Across the whole listing, find how many lines contain "JSON", then write that number and nothing else.

▶ **DATASET EXCERPTS**:
* * * *

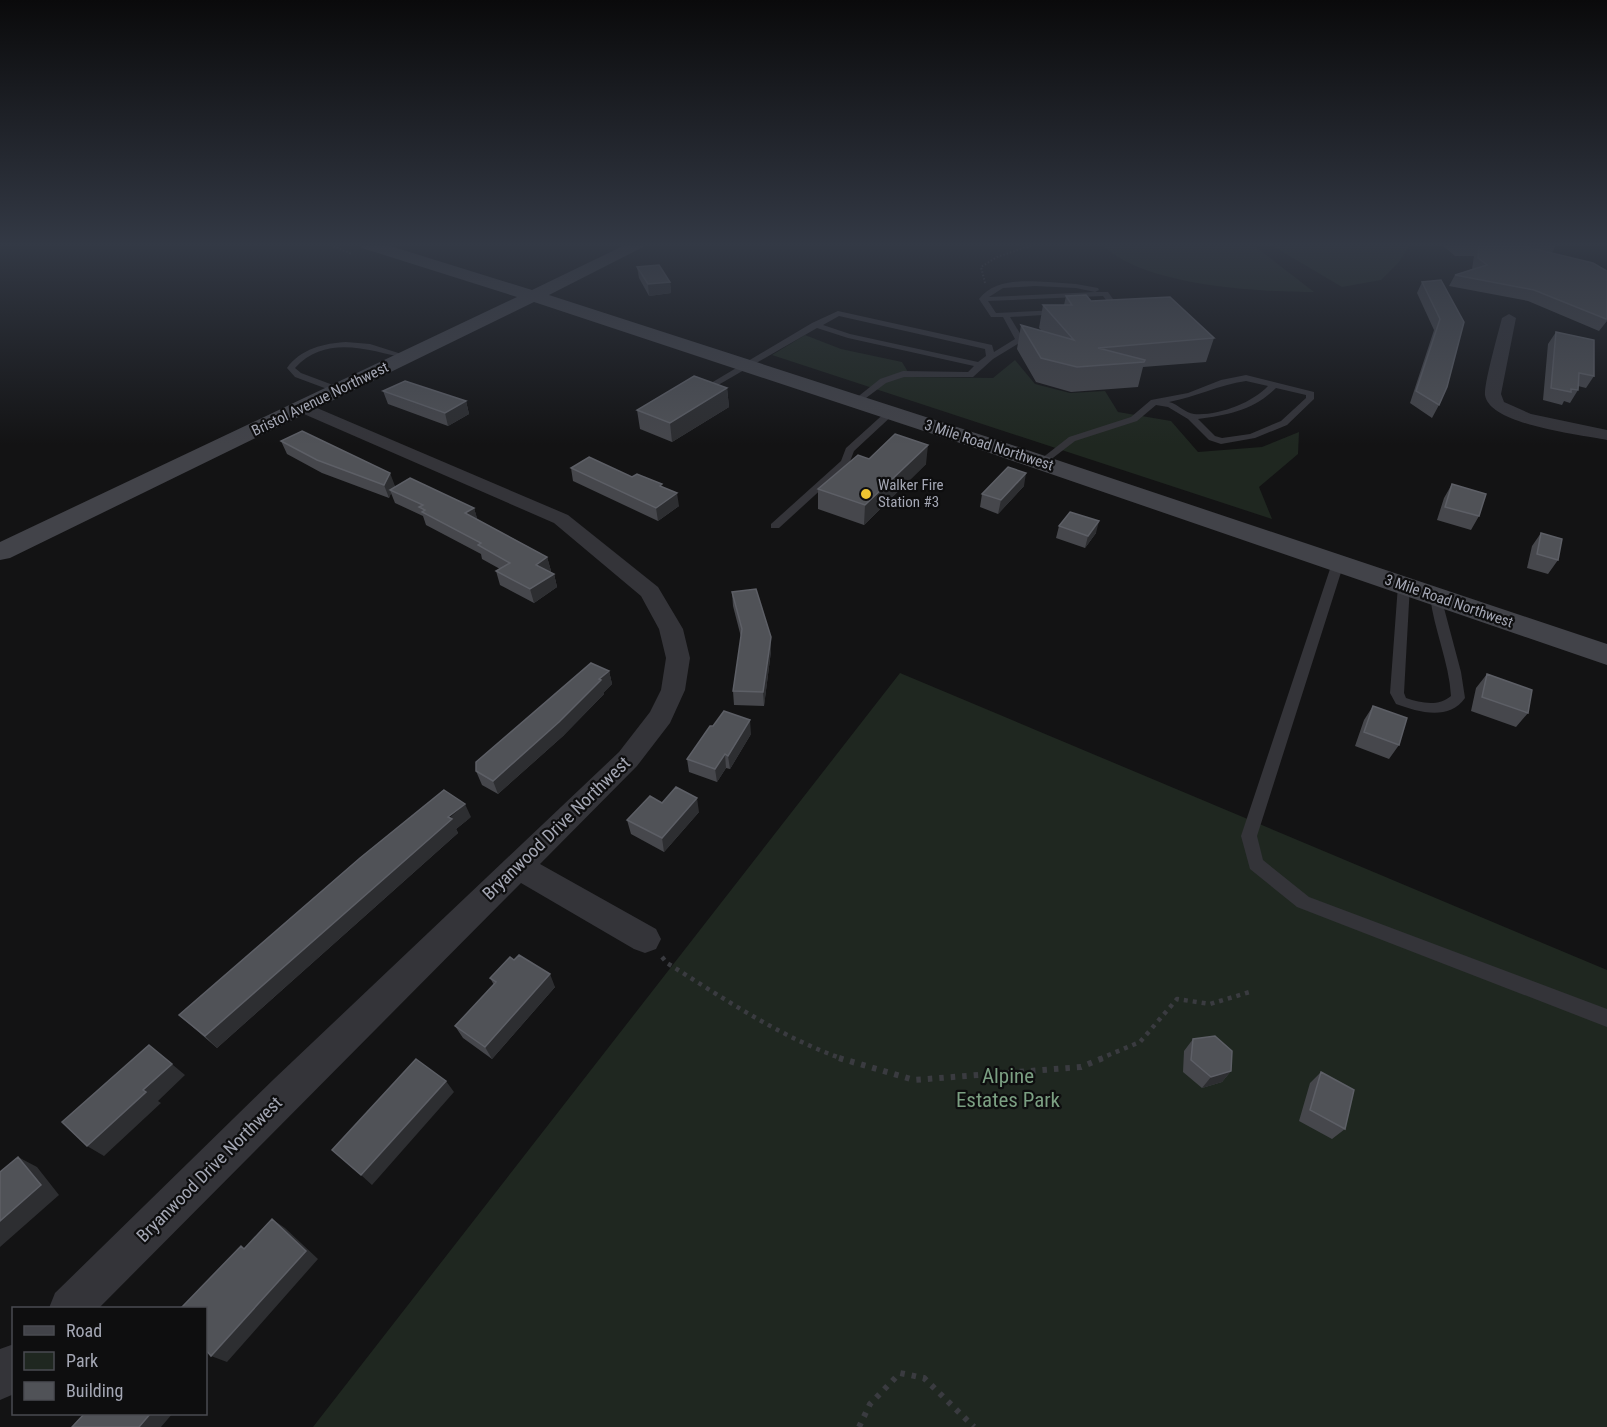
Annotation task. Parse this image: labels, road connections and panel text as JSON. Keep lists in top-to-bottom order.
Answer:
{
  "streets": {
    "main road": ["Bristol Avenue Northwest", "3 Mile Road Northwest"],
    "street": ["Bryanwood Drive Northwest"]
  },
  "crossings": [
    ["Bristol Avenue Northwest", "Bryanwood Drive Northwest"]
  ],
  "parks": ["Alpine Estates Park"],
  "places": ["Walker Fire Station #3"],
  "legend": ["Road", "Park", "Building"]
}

* * * *

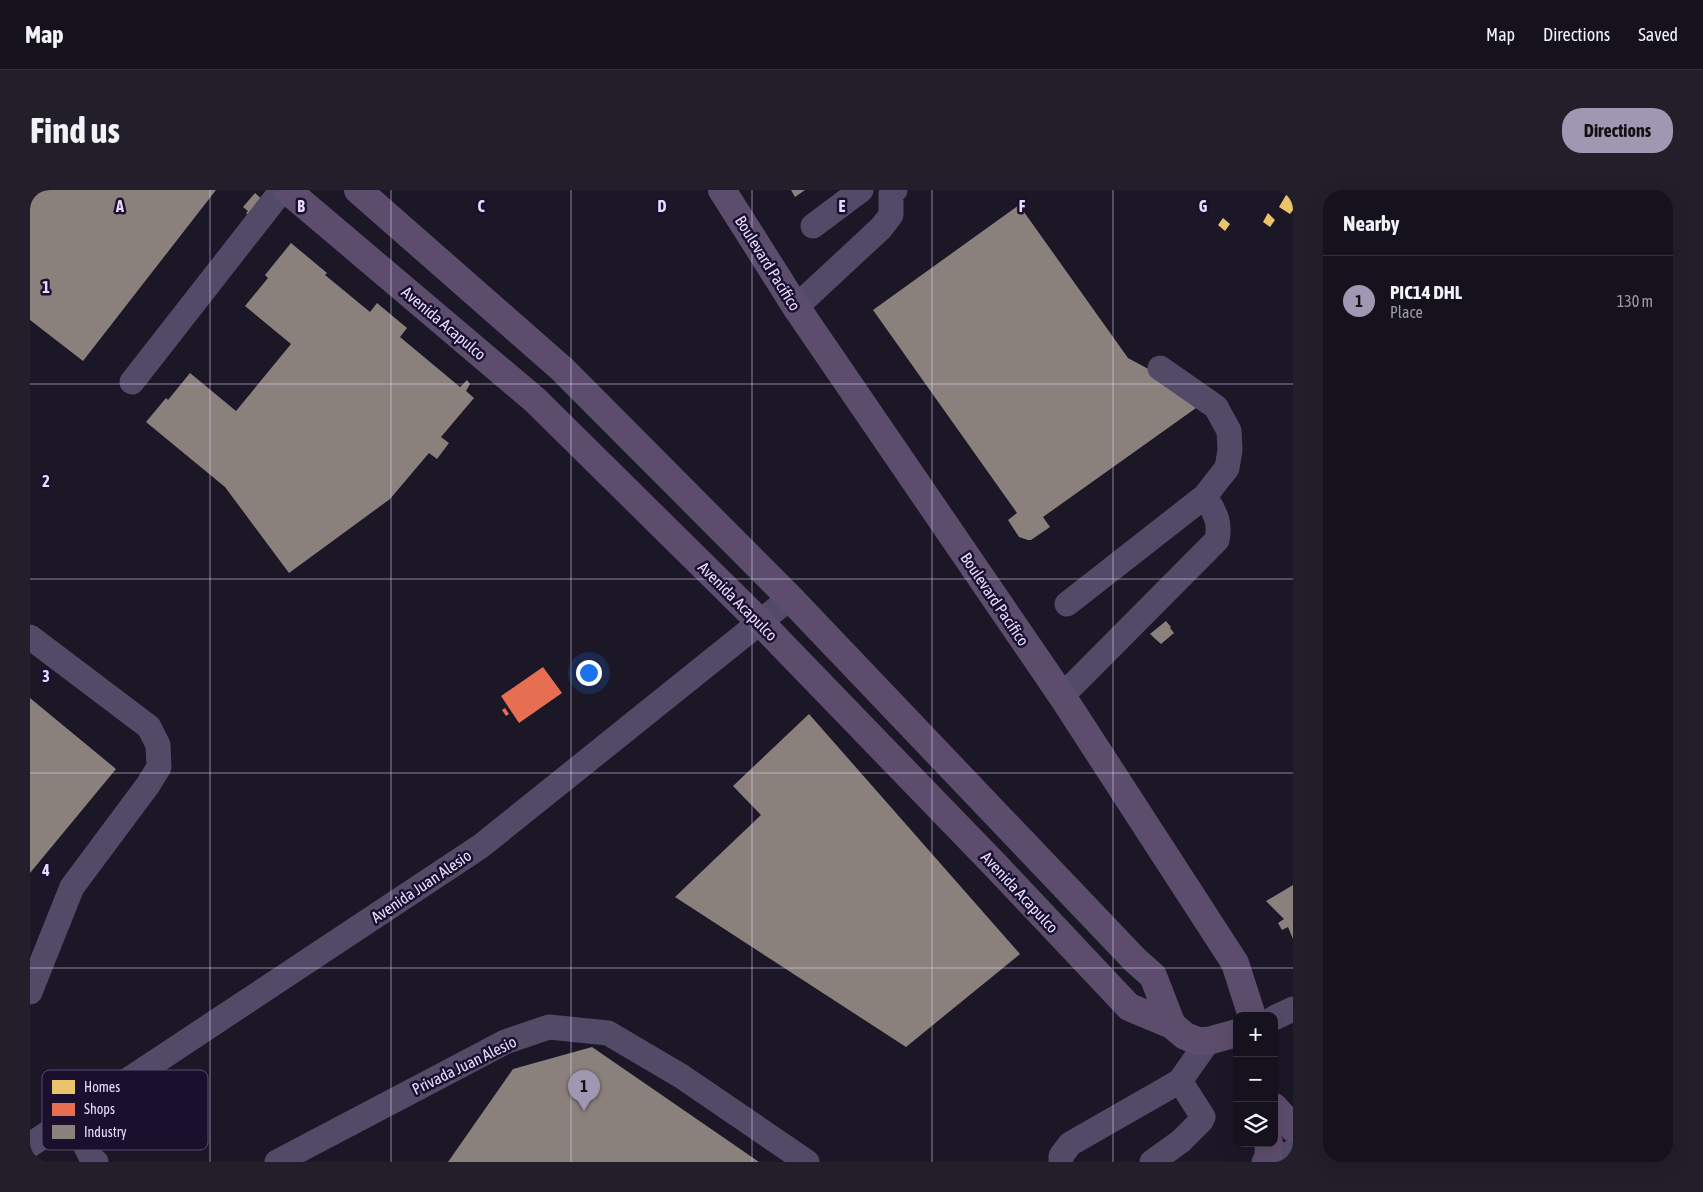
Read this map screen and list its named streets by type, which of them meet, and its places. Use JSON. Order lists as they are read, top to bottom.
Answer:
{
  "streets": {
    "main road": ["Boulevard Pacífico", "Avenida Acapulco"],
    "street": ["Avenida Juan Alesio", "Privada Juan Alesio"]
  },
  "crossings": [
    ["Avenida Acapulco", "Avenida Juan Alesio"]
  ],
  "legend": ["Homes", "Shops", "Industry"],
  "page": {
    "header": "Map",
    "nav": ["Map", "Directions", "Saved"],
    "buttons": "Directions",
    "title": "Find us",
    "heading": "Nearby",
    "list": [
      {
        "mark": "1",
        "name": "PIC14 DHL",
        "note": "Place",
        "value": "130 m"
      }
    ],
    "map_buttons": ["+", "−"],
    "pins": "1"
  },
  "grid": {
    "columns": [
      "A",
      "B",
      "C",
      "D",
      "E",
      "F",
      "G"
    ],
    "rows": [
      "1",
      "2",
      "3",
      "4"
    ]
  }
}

* * * *

▶ **YOUR RESPONSE**: 2